世界最先端を行く約30の科学技術テーマを選定し、国として総額2700億円の研究資金を提供する──。

 6月19日に政府の総合科学技術会議(議長は麻生太郎首相)が開かれ、かつてない大型の研究開発支援制度「最先端研究開発支援プログラム」が正式にスタートすることが決まった。

 同プログラムでは、首相、科学技術担当大臣、有識者らが集い、日本を代表する30人程度の研究者を選定。3~5年にわたって自由度の高い研究資金を提供する。さらに、資料作成や評価など研究者の雑務を引き受けるサポートチームを結成し、研究に専念できる環境を提供する。

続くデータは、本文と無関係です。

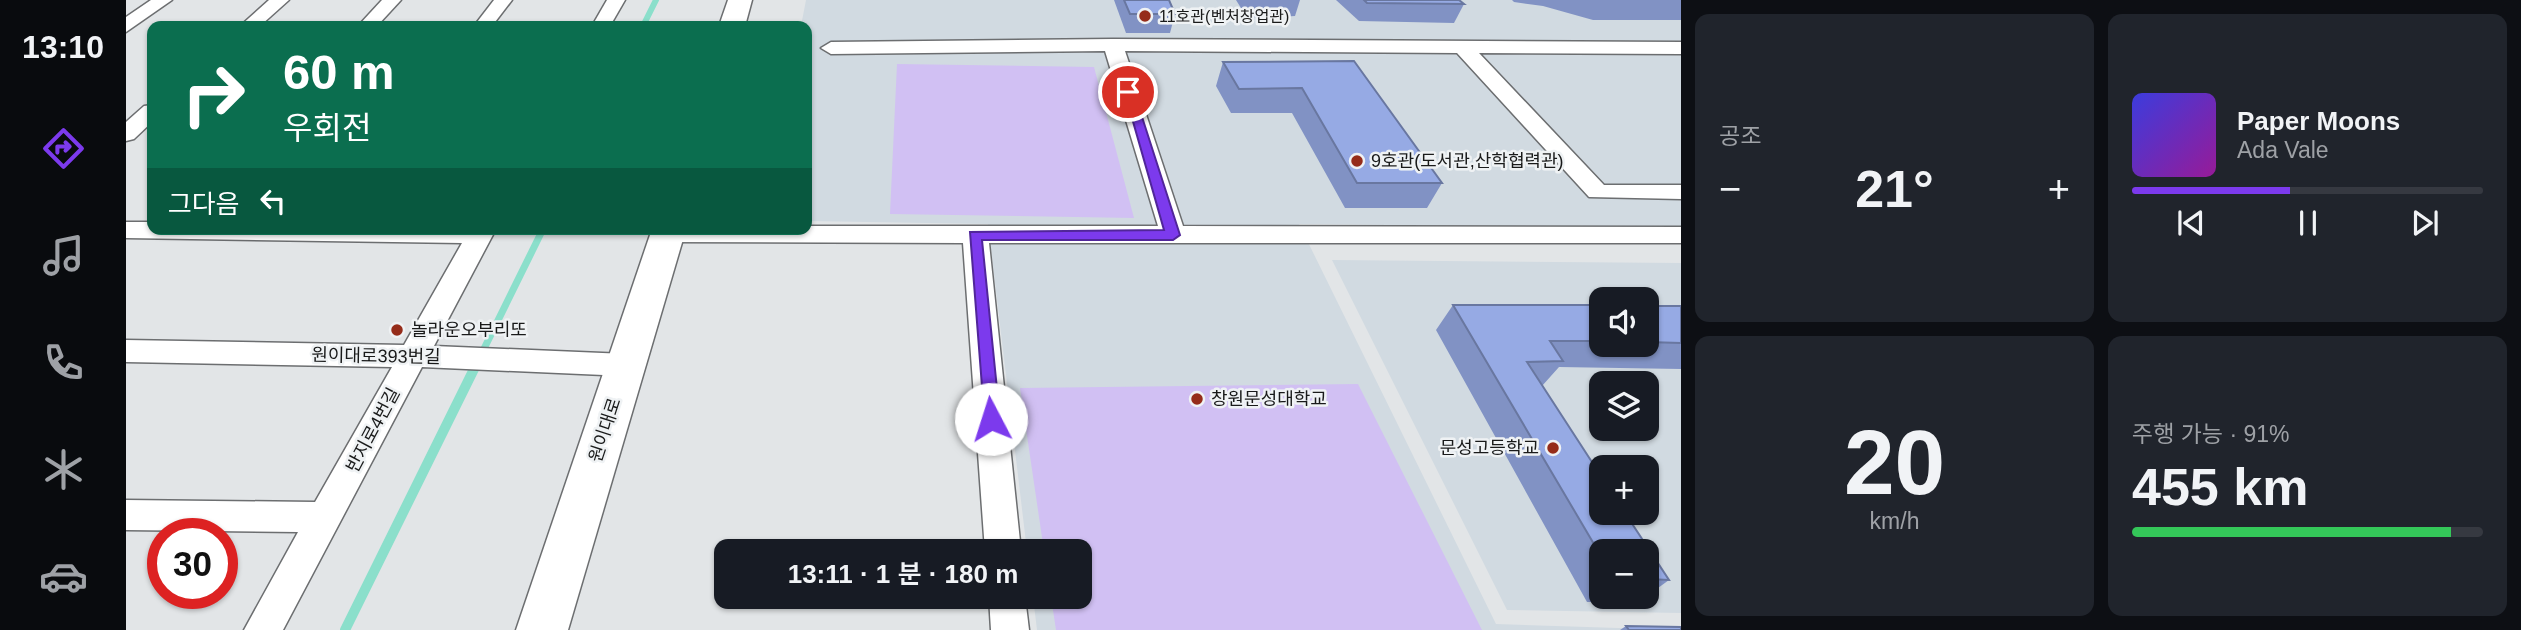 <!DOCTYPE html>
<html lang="ko">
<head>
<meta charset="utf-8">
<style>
  body { margin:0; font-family:Helvetica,"Noto Sans KR",sans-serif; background:#20242c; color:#f1f3f6; height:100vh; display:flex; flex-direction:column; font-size:26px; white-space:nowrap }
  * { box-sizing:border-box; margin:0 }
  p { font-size:23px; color:#9ea1a6 }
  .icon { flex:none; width:38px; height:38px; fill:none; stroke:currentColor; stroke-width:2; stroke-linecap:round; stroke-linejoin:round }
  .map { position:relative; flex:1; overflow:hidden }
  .sheet { display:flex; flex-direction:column; gap:14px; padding:14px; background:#0d0f14; width:840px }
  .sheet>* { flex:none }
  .hud { position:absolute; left:21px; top:21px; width:665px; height:214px; border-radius:14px; box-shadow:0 2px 5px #0004; background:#0b6e4f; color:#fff; overflow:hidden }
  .tools { position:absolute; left:1463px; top:287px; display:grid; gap:14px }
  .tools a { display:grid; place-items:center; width:70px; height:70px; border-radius:14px; background:#171b24; box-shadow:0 2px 5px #0004; font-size:35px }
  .speed { position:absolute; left:21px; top:518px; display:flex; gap:14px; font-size:35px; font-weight:700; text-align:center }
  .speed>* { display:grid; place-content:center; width:91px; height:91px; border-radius:50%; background:#171b24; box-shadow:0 2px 5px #0004; line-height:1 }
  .speed .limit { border:10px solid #d22; background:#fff; color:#111 }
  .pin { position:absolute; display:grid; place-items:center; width:60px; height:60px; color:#fff; margin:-30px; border:4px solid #fff; border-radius:50%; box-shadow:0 2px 7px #0007 }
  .me { position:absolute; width:77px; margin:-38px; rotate:355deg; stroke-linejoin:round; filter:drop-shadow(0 0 5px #0008) }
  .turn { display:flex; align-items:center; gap:24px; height:147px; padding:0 21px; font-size:32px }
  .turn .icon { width:91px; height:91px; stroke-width:2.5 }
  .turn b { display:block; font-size:49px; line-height:60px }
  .then { display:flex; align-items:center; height:66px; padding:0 21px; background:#0003; gap:14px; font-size:26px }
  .big { font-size:52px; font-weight:600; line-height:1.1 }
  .sheet .card { flex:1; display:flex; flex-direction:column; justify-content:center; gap:10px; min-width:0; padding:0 24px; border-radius:14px; background:#20242c }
  .sheet .dial { align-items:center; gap:0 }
  .dial b { font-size:91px; line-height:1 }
  .song { display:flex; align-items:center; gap:21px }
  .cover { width:84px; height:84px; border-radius:10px; background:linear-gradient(135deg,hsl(240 70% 55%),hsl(300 70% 35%)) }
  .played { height:7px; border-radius:4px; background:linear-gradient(90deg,#7c3aed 45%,#363941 45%) }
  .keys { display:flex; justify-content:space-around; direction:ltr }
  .heat { display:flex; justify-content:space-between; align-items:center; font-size:38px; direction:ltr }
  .charge { height:10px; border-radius:5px; background:linear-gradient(90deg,#34c759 91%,#363941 0) }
  .sheet .tiles { flex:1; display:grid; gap:14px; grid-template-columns:repeat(2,1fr) }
  .trip { position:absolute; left:588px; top:539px; width:378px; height:70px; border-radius:14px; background:#171b24; box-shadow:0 2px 5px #0004; font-weight:600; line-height:70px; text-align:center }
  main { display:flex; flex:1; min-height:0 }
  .dock { display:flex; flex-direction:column; width:126px; justify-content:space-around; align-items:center; background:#090b0e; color:#9ea1a6 }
  .dock .icon { width:49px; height:49px }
  .dock .on { color:#7c3aed }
  .dock b { font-size:32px; color:#f1f3f6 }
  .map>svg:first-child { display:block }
  .built { fill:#d1dae1; fill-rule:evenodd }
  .green { fill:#d1c0f3 }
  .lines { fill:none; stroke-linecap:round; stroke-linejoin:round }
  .stream-far2 { stroke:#8bdfcb; stroke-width:6 }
  .stream-far1 { stroke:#8bdfcb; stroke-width:7 }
  .stream { stroke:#8bdfcb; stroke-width:10 }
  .minor-casing { stroke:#6c6e70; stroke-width:3 }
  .primary-casing { stroke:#6c6e70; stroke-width:3 }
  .minor { fill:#fff; fill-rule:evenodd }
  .primary { fill:#fff; fill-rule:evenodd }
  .wall { fill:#8192c4 }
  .building { fill:#96aae4; stroke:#6977a0; stroke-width:2 }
  .route { fill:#7c3aed; stroke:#51269a; stroke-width:2 }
  .poi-dot { fill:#952c1a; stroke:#eff2f4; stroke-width:2.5 }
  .labels { text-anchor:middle; stroke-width:5; stroke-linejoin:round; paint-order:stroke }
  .far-poi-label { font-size:16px; fill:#191a1a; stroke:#eff2f4; text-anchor:start }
  .poi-label { font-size:18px; fill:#191a1a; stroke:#eff2f4; text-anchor:start }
  .street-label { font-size:18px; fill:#191a1a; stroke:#eff2f4 }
</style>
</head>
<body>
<main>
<nav class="dock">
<b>13:10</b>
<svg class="icon on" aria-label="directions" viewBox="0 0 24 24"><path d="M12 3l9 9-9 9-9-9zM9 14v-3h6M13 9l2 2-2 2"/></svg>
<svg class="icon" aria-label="music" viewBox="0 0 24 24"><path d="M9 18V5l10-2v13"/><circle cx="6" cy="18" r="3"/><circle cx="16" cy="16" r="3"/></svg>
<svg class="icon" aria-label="phone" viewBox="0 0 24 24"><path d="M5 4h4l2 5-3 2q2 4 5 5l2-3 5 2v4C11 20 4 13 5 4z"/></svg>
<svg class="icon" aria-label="climate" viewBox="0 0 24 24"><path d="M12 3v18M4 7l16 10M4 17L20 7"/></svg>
<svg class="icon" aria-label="car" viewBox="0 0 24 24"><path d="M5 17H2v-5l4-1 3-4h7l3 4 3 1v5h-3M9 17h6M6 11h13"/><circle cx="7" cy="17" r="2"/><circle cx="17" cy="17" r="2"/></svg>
</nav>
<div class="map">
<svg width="1555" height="630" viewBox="0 0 1555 630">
  <rect width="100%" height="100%" fill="#e2e5e7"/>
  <g class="built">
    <polygon points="680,0 1555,0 1555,232 1551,228 1173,224 1370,624 1555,630 911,630 907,597 954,597 954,551 901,551 862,224 681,221 681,26 675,26"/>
    <path d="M1206,260l349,3v350l-174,-3zM1475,299h46v46h-46zM1475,383h46v46h-46zM1475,467h46v46h-46zM1475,551h46v46h-46z"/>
  </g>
  <g class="green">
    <polygon points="771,64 968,67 1008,218 764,214"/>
    <polygon points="1232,384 1356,630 930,630 925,597 954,597 954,551 918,551 894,388"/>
  </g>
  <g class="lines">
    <polyline class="stream-far2" points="517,26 530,0"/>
    <polyline class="stream-far1" points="349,367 417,229"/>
    <polyline class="stream" points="219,630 350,365"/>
    <g class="minor-casing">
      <g id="minor">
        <polygon points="25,0 46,0 0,32 0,17"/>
        <polygon points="143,0 163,0 134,26 114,26"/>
        <polygon points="256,0 275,0 251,26 232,26"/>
        <polygon points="368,0 386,0 366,26 348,26"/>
        <polygon points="481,0 499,0 484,26 466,26"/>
        <polygon points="987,39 1555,42 1555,54 1353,53 1478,185 1555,185 1555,199 1463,197 1331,53 999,51 1057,226 1555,227 1555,243 863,243 895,551 859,551 837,243 541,242 532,240 528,234 531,229 681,229 681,226 1032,226 979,51 705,54 695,48 705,42"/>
        <polygon points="26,105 26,122 8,139 0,141 0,122 18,106"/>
        <polygon points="0,222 26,222 26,229 370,229 308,346 500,354 510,357 515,365 510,373 500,376 296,367 157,630 118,630 172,532 0,530 0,500 189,502 266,367 0,362 0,340 278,345 336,243 0,238"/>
        <polygon points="863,597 899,597 903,630 865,630"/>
      </g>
    </g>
    <g class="primary-casing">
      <g id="primary">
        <polygon points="602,0 626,0 619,26 593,26"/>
        <polygon points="526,229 560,229 442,630 390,630"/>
      </g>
    </g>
    <use href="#minor" class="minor"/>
    <use href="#primary" class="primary"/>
  </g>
  <g class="wall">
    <polygon points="988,0 1043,0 1049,14 1044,33 1000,33"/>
    <polygon points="1110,0 1174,0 1169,16 1133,18 1120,16"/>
    <polygon points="1210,0 1333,0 1338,4 1328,23 1233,21"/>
    <polygon points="1386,0 1555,0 1555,20 1467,20 1417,6 1388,2"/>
    <polygon points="1228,61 1316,183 1301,208 1219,208 1166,113 1105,113 1090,86 1097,62"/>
    <polygon points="1327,305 1475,305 1475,345 1521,345 1521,306 1555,306 1555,369 1433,367 1416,386 1543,580 1521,596 1521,551 1475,551 1475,597 1519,597 1512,602 1461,602 1310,330"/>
    <polygon points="1500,626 1555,630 1494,630"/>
  </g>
  <g class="building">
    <polygon points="998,0 1043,0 1049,14 1004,14"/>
    <polygon points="1238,0 1333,0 1338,4 1241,3"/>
    <polygon points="1228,61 1316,183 1231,183 1176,88 1113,89 1097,62"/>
    <polygon points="1327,305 1475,305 1475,341 1424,341 1437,361 1401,362 1475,476 1475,513 1499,513 1543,580 1521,579 1521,551 1475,551 1475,556"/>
    <polygon points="1521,306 1555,306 1555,343 1521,342"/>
    <polygon points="1500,626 1555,627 1555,630 1503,630"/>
  </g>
  <polygon class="route" points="998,90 1008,92 1054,235 1047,240 856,240 874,419 871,425 859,425 844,232 1038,230"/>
  <g class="poi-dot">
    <circle cx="1019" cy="16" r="7"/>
    <circle cx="1231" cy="161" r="7"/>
    <circle cx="271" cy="330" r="7"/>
    <circle cx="1071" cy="399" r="7"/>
    <circle cx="1427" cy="448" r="7"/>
  </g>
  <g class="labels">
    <g class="far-poi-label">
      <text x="1033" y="22">11호관(벤처창업관)</text>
    </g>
    <g class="poi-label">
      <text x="1245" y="167">9호관(도서관,산학협력관)</text>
      <text x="285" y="336">놀라운오부리또</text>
      <text x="1085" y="405">창원문성대학교</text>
      <text x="1413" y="454" text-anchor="end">문성고등학교</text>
    </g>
    <g class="street-label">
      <text transform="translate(250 356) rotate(1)" y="6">원이대로393번길</text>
      <text transform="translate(247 430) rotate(-62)" y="6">반지로4번길</text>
      <text transform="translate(479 430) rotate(-72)" y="6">원이대로</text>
    </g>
  </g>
</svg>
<div class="tools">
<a><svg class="icon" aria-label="sound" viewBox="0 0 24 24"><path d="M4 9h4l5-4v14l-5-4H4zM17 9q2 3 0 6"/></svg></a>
<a><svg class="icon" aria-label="layers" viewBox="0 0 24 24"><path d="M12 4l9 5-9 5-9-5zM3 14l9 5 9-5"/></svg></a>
<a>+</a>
<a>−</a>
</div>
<div class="speed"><div class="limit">30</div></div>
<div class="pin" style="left:1002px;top:92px;background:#d93025"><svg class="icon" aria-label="arrive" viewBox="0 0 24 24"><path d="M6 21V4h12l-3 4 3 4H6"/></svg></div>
<svg class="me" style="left:865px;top:419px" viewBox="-20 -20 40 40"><circle r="19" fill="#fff"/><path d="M0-13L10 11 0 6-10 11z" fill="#7c3aed"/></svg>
<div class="trip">13:11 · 1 분 · 180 m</div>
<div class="hud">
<div class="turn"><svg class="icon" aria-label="right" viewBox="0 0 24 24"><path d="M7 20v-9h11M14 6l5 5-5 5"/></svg><div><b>60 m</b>우회전</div></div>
<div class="then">그다음<svg class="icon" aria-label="left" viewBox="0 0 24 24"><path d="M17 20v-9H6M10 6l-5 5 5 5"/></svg></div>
</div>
</div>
<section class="sheet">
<div class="tiles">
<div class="card"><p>공조</p>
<div class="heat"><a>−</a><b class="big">21°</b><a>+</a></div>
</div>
<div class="card">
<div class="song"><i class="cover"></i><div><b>Paper Moons</b><p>Ada Vale</p></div></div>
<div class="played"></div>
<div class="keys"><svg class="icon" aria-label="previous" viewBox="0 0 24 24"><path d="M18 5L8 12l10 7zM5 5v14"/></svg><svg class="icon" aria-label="pause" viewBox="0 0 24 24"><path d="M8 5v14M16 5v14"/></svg><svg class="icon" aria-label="next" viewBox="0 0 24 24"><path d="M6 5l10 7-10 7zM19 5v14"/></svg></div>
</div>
<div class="card dial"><b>20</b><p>km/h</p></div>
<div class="card"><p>주행 가능 · 91%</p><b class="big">455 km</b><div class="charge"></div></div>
</div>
</section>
</main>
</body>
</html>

 日本の経済発展に直接つながる研究はもちろんのこと、基礎研究も支援の対象とする。平均すると、1つの研究に約90億円の資金が提供されることになる。ただし、すべての研究に同じ額が提供されるわけではない。提供資金は、課題ごとにフレキシブルに設定する。

「このプログラムの成功でさらに科学技術予算が増えるはず」

 6月20日、国立京都国際会館で開催された第8回産学官連携推進会議において、野田聖子・科学技術政策担当特命大臣は講演を行い、この最先端研究開発支援プログラムには2つの大きな意味があると語った。

 1つは、現在の研究者を取り巻く環境を打破する点だという。

第8回産学官連携推進会議の展示を見て回る野田大臣

 「このプログラムに対して、特定の研究者にだけ大きな資金を提供するのは不公平ではないかという指摘があります。しかし、このプログラムが成功すれば、予算の単年度主義や、研究者にとって使いにくい研究費、さらには雑用に追われて研究に専念できない環境など、これまで研究現場が抱えていた大きな問題を乗り越えることができます」(野田大臣)

 また、今回のプログラムは、補正予算によって従来の科学技術予算の上乗せとして措置されるものである。他の予算が削減される性格のものではない。つまり、「このプログラムによって、むしろ予算獲得のチャンスがさらに増えるのです。将来の大きな制度改革、科学技術予算の全体の底上げにつながるものとして、前向きにとらえていただきたい」という。

 野田大臣が唱える2番目の意味は、国民の科学技術への関心の増大だ。

 3兆円を超す科学技術関係の予算は、国民の税金で賄うものだが、国民から見ると、科学技術の成果が何の役に立っているのかよく分からないという声がある。日本の誇る科学技術力をすべての国民が実感できていないという実態がある。

 野田大臣は、「これまで、国民に科学技術に関心を持ってもらい、ぜひ科学技術に投資したいと思ってもらう努力が足りなかったのではないでしょうか」と言う。

 その方法の1つが、科学技術の世界でスーパースターを育てることだ。「今回のプログラムで選定されるのは、いわば科学技術界のスター選手。科学技術の世界から野球のイチロー選手のようなスター選手が現れて活躍すれば、国民の関心を集められるはず。ひいては科学技術予算の増大にもつながると確信しています」(同)

具体的な選定基準の作成はこれから

 戦後、日本は科学技術力によって経済発展を成し遂げ、現在の地位を築いた。このプログラムには、資源に乏しい日本が国際競争力を持ち続けるために科学技術力を底上げしたいという政府の狙いがある。